Given data:

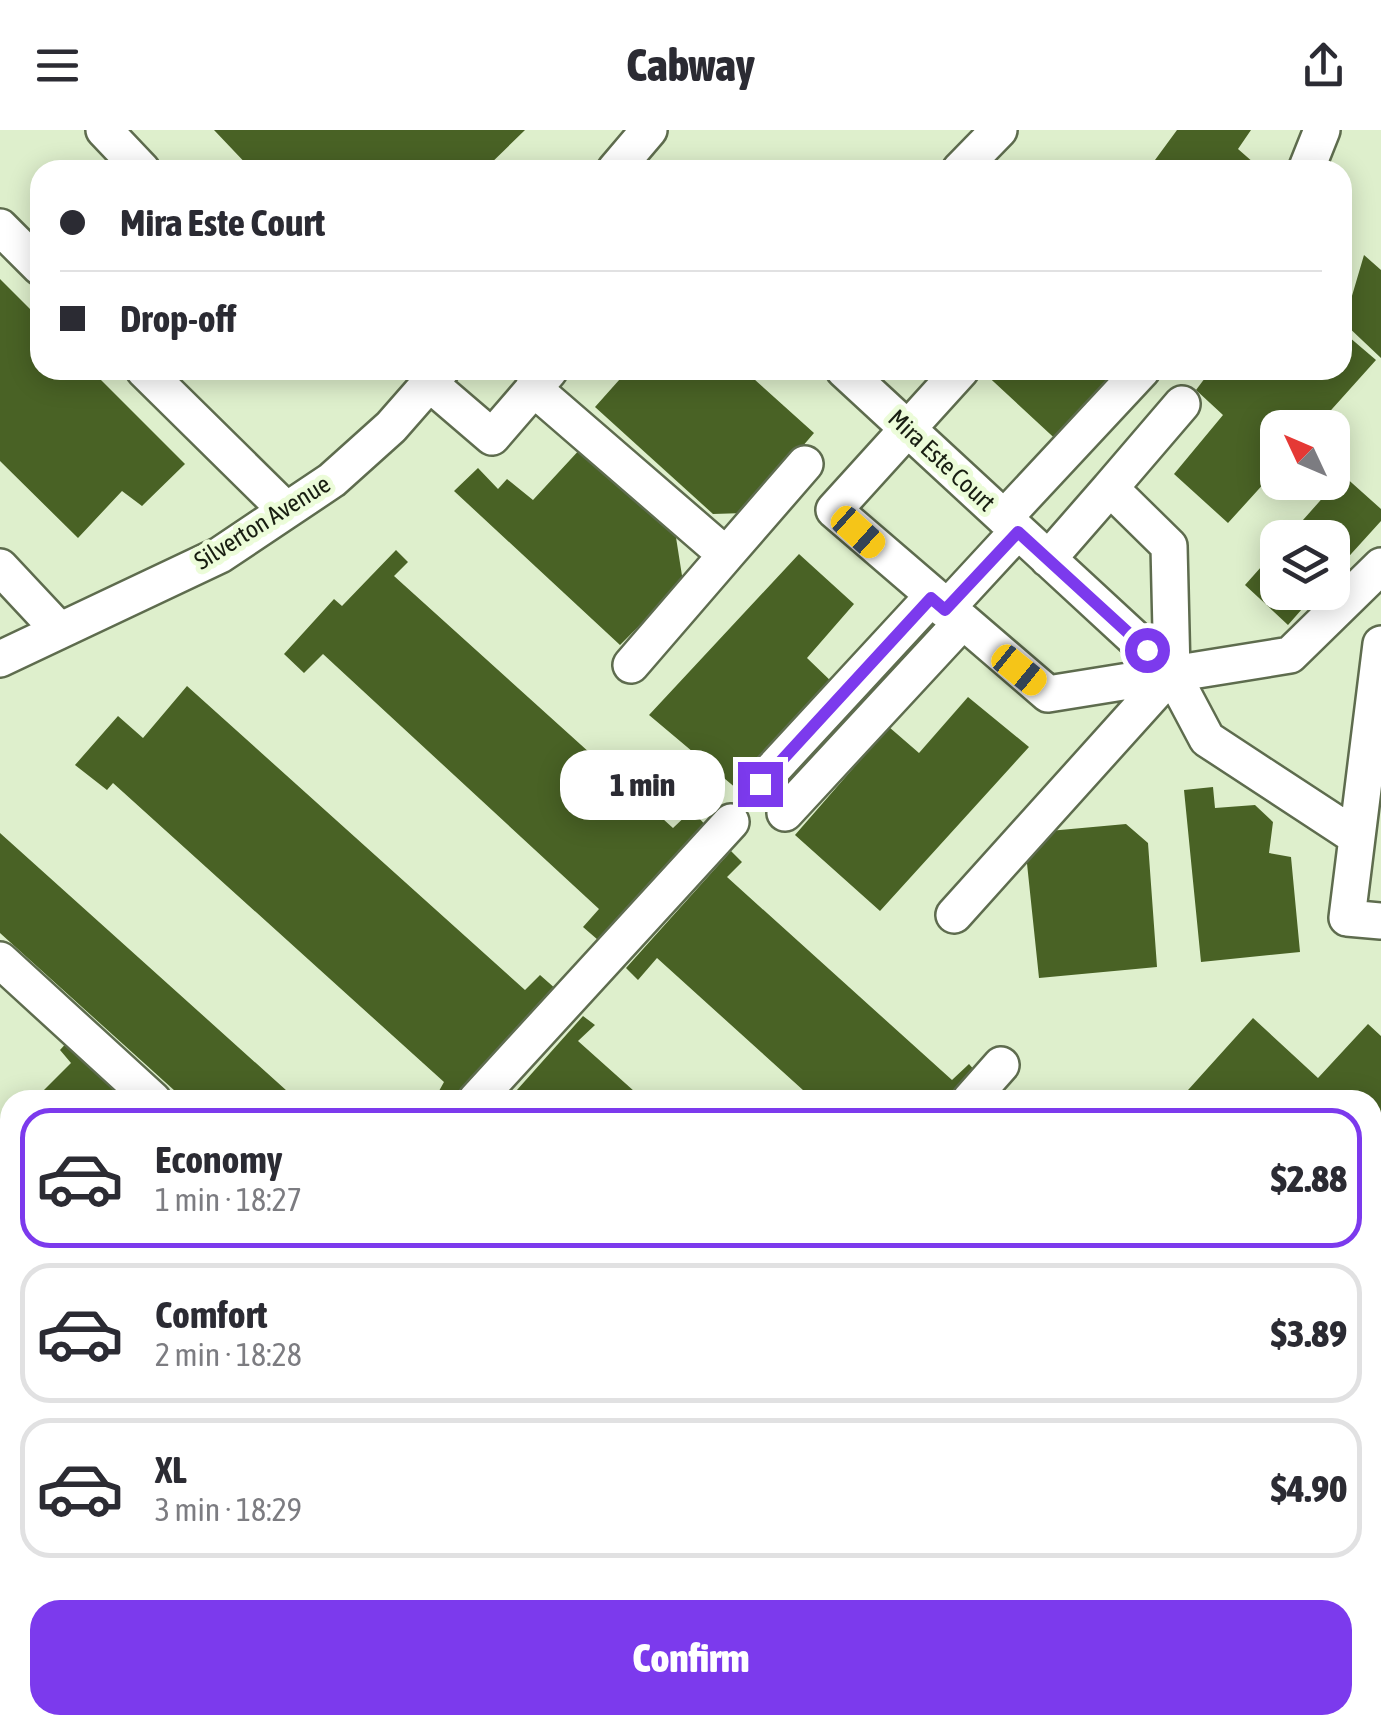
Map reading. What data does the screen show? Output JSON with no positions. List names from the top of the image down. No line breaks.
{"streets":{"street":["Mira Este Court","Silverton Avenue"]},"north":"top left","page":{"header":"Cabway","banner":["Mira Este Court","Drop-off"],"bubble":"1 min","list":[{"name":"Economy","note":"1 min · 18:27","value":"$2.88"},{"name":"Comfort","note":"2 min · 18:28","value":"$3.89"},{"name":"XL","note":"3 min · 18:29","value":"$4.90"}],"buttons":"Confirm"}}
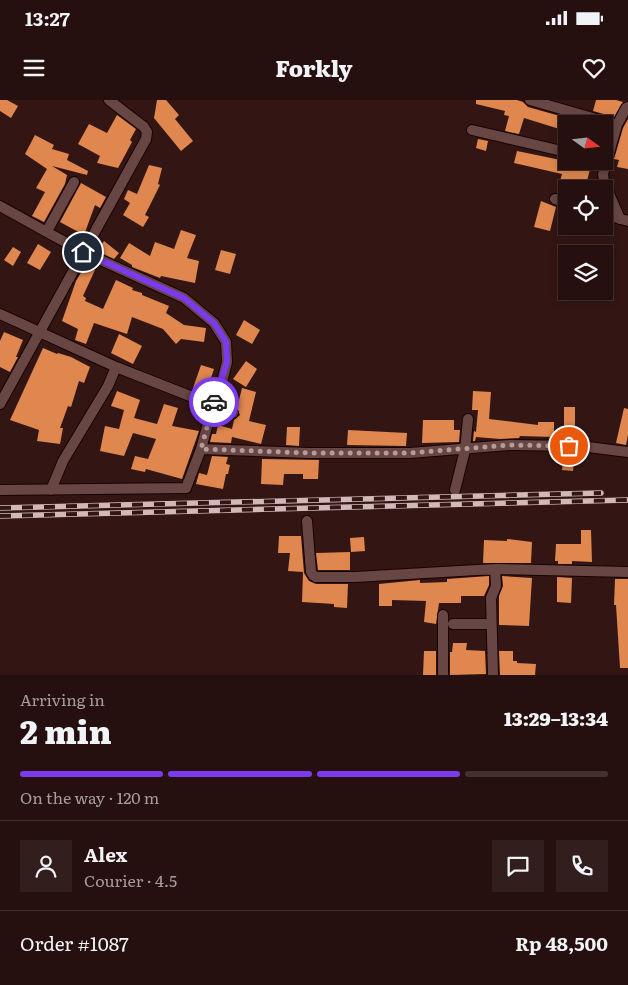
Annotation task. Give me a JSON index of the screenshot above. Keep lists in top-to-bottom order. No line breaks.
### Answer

Exercise prompt: Return the data verbatim, leaving out the pictures it holds.

Answer section:
Map reading. What data does the screen show? Output JSON with no positions. List names from the top of the image down. No line breaks.
{"streets":{"street":["Mira Este Court","Silverton Avenue"]},"north":"top left","page":{"header":"Cabway","banner":["Mira Este Court","Drop-off"],"bubble":"1 min","list":[{"name":"Economy","note":"1 min · 18:27","value":"$2.88"},{"name":"Comfort","note":"2 min · 18:28","value":"$3.89"},{"name":"XL","note":"3 min · 18:29","value":"$4.90"}],"buttons":"Confirm"}}
Annotation task. Give me a JSON index of the screenshot above. Keep lists in top-to-bottom order. No line breaks.
### Answer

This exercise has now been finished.